By Chip Brownlee
Alabama Political Reporter
MONTGOMERY—Three Alabamians will receive a settlement from a private probation company after a lawsuit filed by the Southern Poverty Law Center in March.
Judicial Correction Services, a company based in Georgia that functions as a private parole agency for municipal courts, will pay an undisclosed amount of money to three people from Clanton, Alabama, thanks to the settlement of the lawsuit.
The SPLC argued in their lawsuit that JDS threatened the three individuals with jail when they fell being on payments from traffic violations and other misdemeanor citations. The SPLC said JDS violated federal racketeering laws when by “extorting monthly payments from probationers.”
Clanton’s municipal court contracted with the company in 2009 to collect fines and fees from people who could not afford to pay them, according to the lawsuit.
“We’re glad to see JCS pay for the distress they caused our clients by harassing them and threatening them with jail when they didn’t have the money to pay,” said Sara Zampierin, a senior staff attorney for the SPLC. “JCS is no longer doing business in the state of Alabama because cities recognized that its predatory, illegal practices had no place in our local courts.
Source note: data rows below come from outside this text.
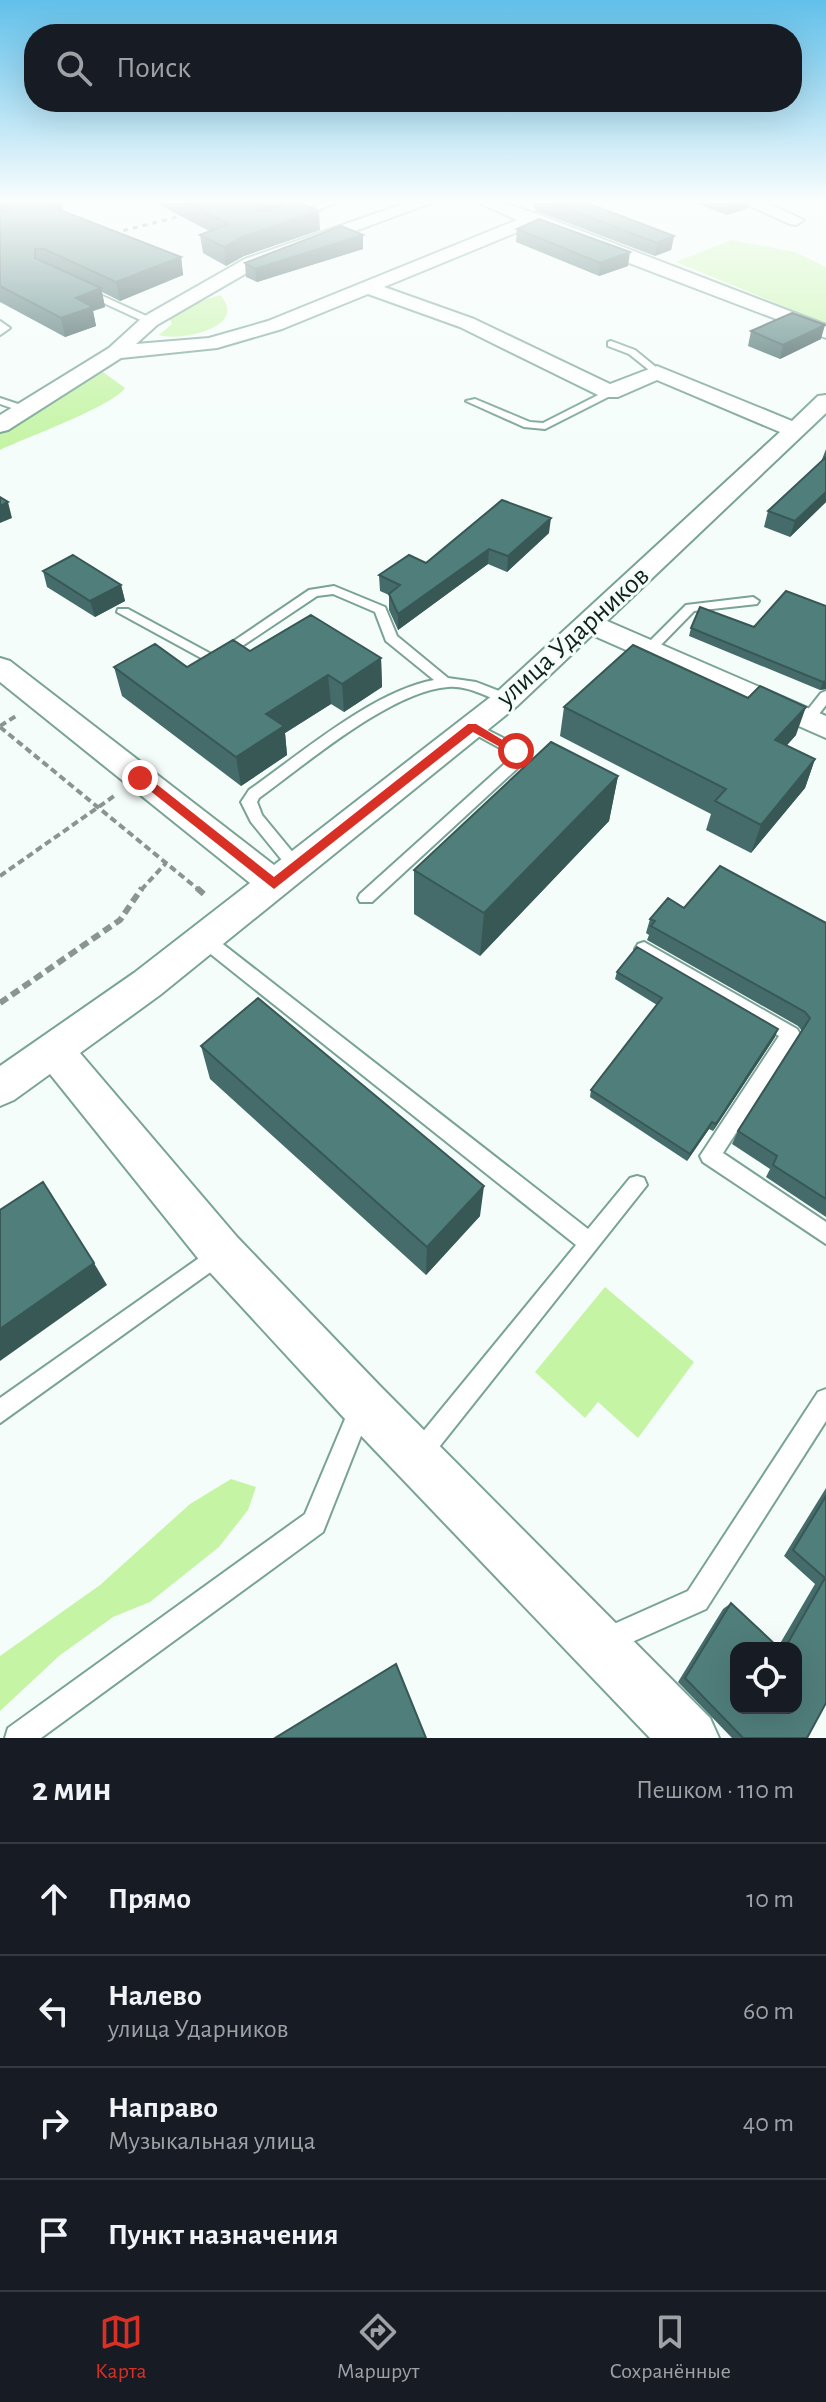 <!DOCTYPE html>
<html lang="ru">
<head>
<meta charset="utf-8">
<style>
  :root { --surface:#171b24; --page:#242831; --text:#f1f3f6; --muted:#9ea1a6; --line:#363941; --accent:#d93025 }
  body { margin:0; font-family:"Alegreya Sans",sans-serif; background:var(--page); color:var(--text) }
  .controls { position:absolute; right:24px; bottom:24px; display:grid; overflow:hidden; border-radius:16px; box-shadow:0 8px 32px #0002 }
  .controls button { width:72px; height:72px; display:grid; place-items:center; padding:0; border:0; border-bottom:2px solid var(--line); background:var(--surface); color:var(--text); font:40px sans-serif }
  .stop { position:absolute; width:24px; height:24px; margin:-18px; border:6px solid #d93025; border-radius:50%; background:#fff }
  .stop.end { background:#d93025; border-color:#fff; box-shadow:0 2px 8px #0008 }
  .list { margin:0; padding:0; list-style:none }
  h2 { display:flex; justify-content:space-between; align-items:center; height:104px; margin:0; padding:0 32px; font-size:34px }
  h2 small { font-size:26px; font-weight:400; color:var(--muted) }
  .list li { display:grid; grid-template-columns:52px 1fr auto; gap:24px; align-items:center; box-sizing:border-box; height:112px; padding:0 32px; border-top:2px solid var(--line) }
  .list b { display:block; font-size:30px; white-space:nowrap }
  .list p { margin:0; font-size:26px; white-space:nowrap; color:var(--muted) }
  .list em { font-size:26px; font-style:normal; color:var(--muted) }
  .icon { flex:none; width:44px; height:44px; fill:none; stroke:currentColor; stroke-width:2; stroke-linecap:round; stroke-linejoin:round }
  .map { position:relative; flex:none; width:826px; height:1738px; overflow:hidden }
  .search { position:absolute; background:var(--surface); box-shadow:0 8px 32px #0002; left:24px; right:24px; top:24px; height:88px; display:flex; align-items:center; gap:20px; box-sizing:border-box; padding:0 28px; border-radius:32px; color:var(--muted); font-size:30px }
  .sheet { height:552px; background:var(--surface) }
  nav { display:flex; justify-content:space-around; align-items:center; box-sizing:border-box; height:112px; border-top:2px solid var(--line); background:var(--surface); font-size:22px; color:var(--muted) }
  nav a { display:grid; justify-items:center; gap:4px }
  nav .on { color:var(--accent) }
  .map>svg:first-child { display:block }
</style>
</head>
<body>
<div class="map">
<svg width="826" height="1738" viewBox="0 0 826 1738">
  <rect width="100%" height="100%" fill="#f5fdfa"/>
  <path fill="#c5f4a5" d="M731,240l64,12 31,15v57l-150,-62z
    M220,295c30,32 -39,47 -61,40l13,-11 -2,-5 28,-17z
    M103,372l22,16c-14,19 -98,49 -125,62v-19l68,-38 12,-13z
    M605,1287l89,75 -56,76 -40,-36 -13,16 -50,-46z
    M231,1479l25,8 -8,23 -29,37 -69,55 -37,15 -54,39 -59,55v-55l100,-71 90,-81z"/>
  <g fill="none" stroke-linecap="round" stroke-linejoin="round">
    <defs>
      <path id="lane" d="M323,203h12l-38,15 -7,-2z
        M85,288l68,31 2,2 -8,2 -65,-30 -1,-2z
        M0,321l10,7 -10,7z
        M611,341l24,9 27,22 -8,2 -25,-20 -21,-8v-4z
        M610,389l5,3 -1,2 -69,35 -21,-2 -58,-26 9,-2 55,23 13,1z
        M0,398l30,10 1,2 -5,3 -26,-9z
        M334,586l51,21 12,29 51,42 28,4 36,14 2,3 -7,5c-19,-6 -38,-19 -59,-17 -57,4 -142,77 -189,111l-2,4 5,13 42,51 -8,6 -6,-2 -39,-48 -10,-20 8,-12c50,-35 124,-99 185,-110l-48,-39 -11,-29 -42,-18 -16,2 -103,69 -97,-53 1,-3h10l85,46 96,-65z
        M753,597l6,4 -2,3 -63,7 -41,42h-10l-2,-3 45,-45z
        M826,691v14l-14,18h-10l-2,-3 2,-3 19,-24z
        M472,722l49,25 3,13 -2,4 -150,138h-12l-2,-4 2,-4 150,-135 -1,-6 -42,-23 -2,-3 2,-3z
        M204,932l6,2 378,295 42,-51 7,-2 7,2 3,7 -219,276 -8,4 -8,-4 -4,-8 4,-8 164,-200 -378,-301 -2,-5 2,-5z
        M644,942l153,87 3,5 -3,5 -74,114 103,69v22l-123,-82 -3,-6 79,-120 -141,-82 -3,-5 3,-5z
        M219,1244l7,3 3,7 -3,7 -226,162v-25z
        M826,1389v32l-120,188 -101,45 -9,-4 -4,-9 4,-9 92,-41 130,-199z
        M361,1397l8,3 3,8 -49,124 -282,206h-36l3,-10 297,-214 48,-114z"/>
      <path id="street" d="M406,203h25l-174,64 -100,58 -21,19 73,-6 59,-17 249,-101 -38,-17h24l37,12 286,110v13l-294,-112 -148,61 90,32 136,65 47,-18 135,55 26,-25 8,-1v18l-219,208 219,95v22l-234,-103 -75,71 -357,289 -80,58 157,184 143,149 330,332 9,20h-69l-304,-318 -141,-153 -155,-193 -36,26 -14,6v-40l134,-93 116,-90 -250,-201v-24l10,3 264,204 223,-173 283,-260 -123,-52 -39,17h-16l-142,-70 -92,-33 -86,35 -65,19 -96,10 -113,72 -8,2v-17l109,-67 34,-31 102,-58z
        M743,203h24l37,17 -8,5 -6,-1z"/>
    </defs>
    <use href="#lane" stroke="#79a395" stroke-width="4"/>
    <use href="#street" stroke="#79a395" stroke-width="4"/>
    <path stroke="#899591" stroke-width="4" stroke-dasharray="7 4" stroke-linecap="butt" d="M0,726l16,-10
      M0,727l199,163
      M0,876l117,-82
      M141,890l25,-27"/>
    <path stroke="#899591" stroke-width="6" stroke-dasharray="9 5" stroke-linecap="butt" d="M197,888l9,8
      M0,1003l120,-83 22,-32"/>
    <use href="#lane" fill="#fff" fill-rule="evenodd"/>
    <use href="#street" fill="#fff" fill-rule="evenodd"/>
    <path stroke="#7a8783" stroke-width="3" stroke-dasharray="5 5" stroke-linecap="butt" d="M94,238l138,-35"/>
  </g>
  <path fill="#456c6a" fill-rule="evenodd" d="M0,203l62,1 1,8 118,45 2,18 -63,26 -18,-9 3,15 -12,4 3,15 -31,11 -65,-35z
    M156,203h128v3l36,24 -76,26 -18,10 -23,-13 -3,-18 9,-4z
    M533,203h54l87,33 -3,14 -16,6 -119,-45z
    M695,203h54l-1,5 -21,7z
    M517,229l111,37 -29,10 -83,-34z
    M363,235v14l-106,33 -11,-5 -1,-14z
    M751,331l70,8 -41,20 -32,-13z
    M826,449v53l-36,35 -26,-10 4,-16 53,-49z
    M549,533l-42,39 -19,-8 -90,66 -9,-20v-15l-9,-4 -1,-16z
    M43,571l78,14 4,16 -30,16 -48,-30z
    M826,606v83l-6,1 -131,-54 2,-8 63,-1z
    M250,651l131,7 1,29 -38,25 -13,-8 -46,29 2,22 -46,31 -119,-90 -8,-29h73z
    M564,707l232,28 -10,11 29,13 -10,29 -54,65 -45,-23 5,-16 -151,-78z
    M618,776l-9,45 -129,135 -66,-42v-44z
    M684,908l142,15v294l-60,-40 4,-8 -38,-25 6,-13 64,-100 -4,-5 -151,-86 2,-5 -3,-2 4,-14z
    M617,972l158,65 -62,94 -4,-2 -22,32 -97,-64 1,-7 66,-85 -42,-26z
    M201,1046l279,170 -54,59 -216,-196z
    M826,1488v215l-19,35h-75l-54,-56 45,-73 8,-6 47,44 37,-63 -31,-28zM736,1648h60l-60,60z"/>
  <path fill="#385856" d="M0,203h8l4,17 -12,1z
    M261,203h23v11l-25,15 -2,-24z
    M729,203h20l-1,5 -21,7z
    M62,204l3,17 -13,-14z
    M319,211l1,19 -76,26 -18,10 -2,-19 18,-10z
    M363,235v14l-106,33 -2,-13z
    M674,236l-3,14 -16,6 2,-13z
    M630,252l-2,14 -29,10 1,-13z
    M181,257l2,18 -63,26 -4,-19z
    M101,288l4,19 -12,4 3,15 -31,11 -4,-19 15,-20z
    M825,325l-4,14 -41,20 3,-14z
    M826,492v10l-36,35 5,-16z
    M8,502l4,16 -12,5v-17z
    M551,518l-2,15 -42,39 1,-16z
    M489,549l-1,15 -90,66v-16z
    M121,585l4,16 -30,16 -5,-16z
    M381,658l1,29 -38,25 -2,-28z
    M328,675l3,29 -46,29 2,22 -46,31 -5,-29 30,-43z
    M826,681v8l-6,1 3,-8z
    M806,707l-10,28 -30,34 9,-29z
    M815,759l-10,29 -54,65 10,-28z
    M618,776l-9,45 -129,135 4,-43z
    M778,1029l-3,8 -62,94 3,-7z
    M712,1122l-3,7 -22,32 3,-7z
    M484,1186l-4,30 -54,59 1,-28z
    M94,1263l13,22 -107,76v-32z"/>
  <path fill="#507e7b" stroke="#385856" stroke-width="2" d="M8,203h52l2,1 -10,3 129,50 -65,25 -72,-33h-9v9l66,30 -25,10 17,9 -32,11 -61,-32v-74l8,-1z
    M188,203h73l-4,2v5l9,2 25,-9h10l18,8 -77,26 -18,10 -24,-12 29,-11z
    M552,203h35l87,33 -17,7z
    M539,219l91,33 -30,11 -83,-34z
    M341,226l22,9 -108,34 -10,-6z
    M792,313l33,12 -42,20 -32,-14z
    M826,457v35l-31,29 -27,-10z
    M0,497l8,5 -8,4z
    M502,500l49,18 -43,38 -19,-7 -91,65 -9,-20 11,-9 -21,-10 30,-20 17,8z
    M73,555l48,30 -31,16 -47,-30z
    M786,591l40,15v75l-3,1 -132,-54 9,-21 54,20z
    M311,615l70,43 -39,26 -14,-9 -62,39 18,12 -48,31 -122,-90 41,-23 32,23 46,-27 17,11z
    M633,645l115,53 12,-12 46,21 -31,33 40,19 -54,66 -46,-24 11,-12 -162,-82z
    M551,742l67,34 -134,137 -70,-43z
    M720,866l106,57v276l-53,-34 4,-9 -39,-25 72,-113 -5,-6 -154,-86 4,-5 -5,-2 18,-21 16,10z
    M637,947l141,82 -62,95 -4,-2 -22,32 -99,-64 71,-92 -45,-26z
    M258,998l226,188 -57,61 -226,-201z
    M43,1182l51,81 -94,66v-119z
    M826,1496v207l-19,35h-64l-58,-60 46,-75 48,45h-43v60h60v-60h-11l40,-70 -32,-28z
    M396,1664l30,74h-151z"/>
  <linearGradient id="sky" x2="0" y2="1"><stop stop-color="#61c0ea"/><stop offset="0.45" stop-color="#fafefd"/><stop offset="1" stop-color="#fafefd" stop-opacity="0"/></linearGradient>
  <rect width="826" height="447" fill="url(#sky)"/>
  <path fill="#d93025" d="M468,724h8l45,27 -10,2 -38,-21 -199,157 -140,-111 11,-3 129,102z"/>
  <g text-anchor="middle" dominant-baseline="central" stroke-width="6" stroke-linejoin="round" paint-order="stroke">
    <g font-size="28" fill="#11221d" stroke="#f5fdfa">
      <text transform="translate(573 637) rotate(-42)">улица Ударников</text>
    </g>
  </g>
</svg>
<div class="controls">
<button><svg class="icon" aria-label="locate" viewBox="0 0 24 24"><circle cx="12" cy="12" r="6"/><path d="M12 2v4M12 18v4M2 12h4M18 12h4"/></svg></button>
</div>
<div class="stop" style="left:516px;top:751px"></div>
<div class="stop end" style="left:140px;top:778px"></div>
<div class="search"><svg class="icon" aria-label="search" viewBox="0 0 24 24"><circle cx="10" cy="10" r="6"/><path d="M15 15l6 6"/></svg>Поиск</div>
</div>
<section class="sheet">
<h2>2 мин<small>Пешком · 110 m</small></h2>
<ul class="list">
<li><svg class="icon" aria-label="ahead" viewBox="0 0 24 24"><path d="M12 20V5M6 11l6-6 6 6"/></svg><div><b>Прямо</b></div><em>10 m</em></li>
<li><svg class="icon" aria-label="left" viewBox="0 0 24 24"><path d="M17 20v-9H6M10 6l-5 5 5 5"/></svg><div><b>Налево</b><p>улица Ударников</p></div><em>60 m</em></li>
<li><svg class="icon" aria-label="right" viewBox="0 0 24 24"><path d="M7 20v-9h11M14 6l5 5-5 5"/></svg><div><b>Направо</b><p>Музыкальная улица</p></div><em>40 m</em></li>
<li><svg class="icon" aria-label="arrive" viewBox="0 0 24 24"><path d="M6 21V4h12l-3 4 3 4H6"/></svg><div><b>Пункт назначения</b></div></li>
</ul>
</section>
<nav>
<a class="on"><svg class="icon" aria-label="map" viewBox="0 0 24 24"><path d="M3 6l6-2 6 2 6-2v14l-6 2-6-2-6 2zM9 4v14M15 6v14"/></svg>Карта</a>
<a><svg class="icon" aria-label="directions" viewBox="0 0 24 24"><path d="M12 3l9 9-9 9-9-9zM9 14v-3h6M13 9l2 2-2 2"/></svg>Маршрут</a>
<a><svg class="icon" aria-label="saved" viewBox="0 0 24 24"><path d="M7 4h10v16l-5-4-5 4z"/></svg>Сохранённые</a>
</nav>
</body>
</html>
Unfortunately, some local governments continue to contract with private probation companies. We urge officials to ensure their court systems do not allow private companies to prey on those who can least afford it.”
When individuals couldn’t pay their fines and fees, they were put on a “pay-only probation” to pay off the fines over time. JCS was responsible for collecting those payments for the city court. When assigned to JCS, each offender was required to pay a $10 startup fee and then pay $145 a month in a JCS office. $40 of the $145 went solely to JCS, according to the lawsuit.
Even when people fell behind on their payments JCS still collected their fee and required more frequent payments, which in turn extended individual’s probation and made JCS more money, according the SPLC.
Once the federal lawsuit was filed in 2015, the SPLC sent letters to nearly 100 cities. Many cities in Alabama had already cut ties with the company before the lawsuit and SPLC’s letter, and today no more Alabama cities contract with the company.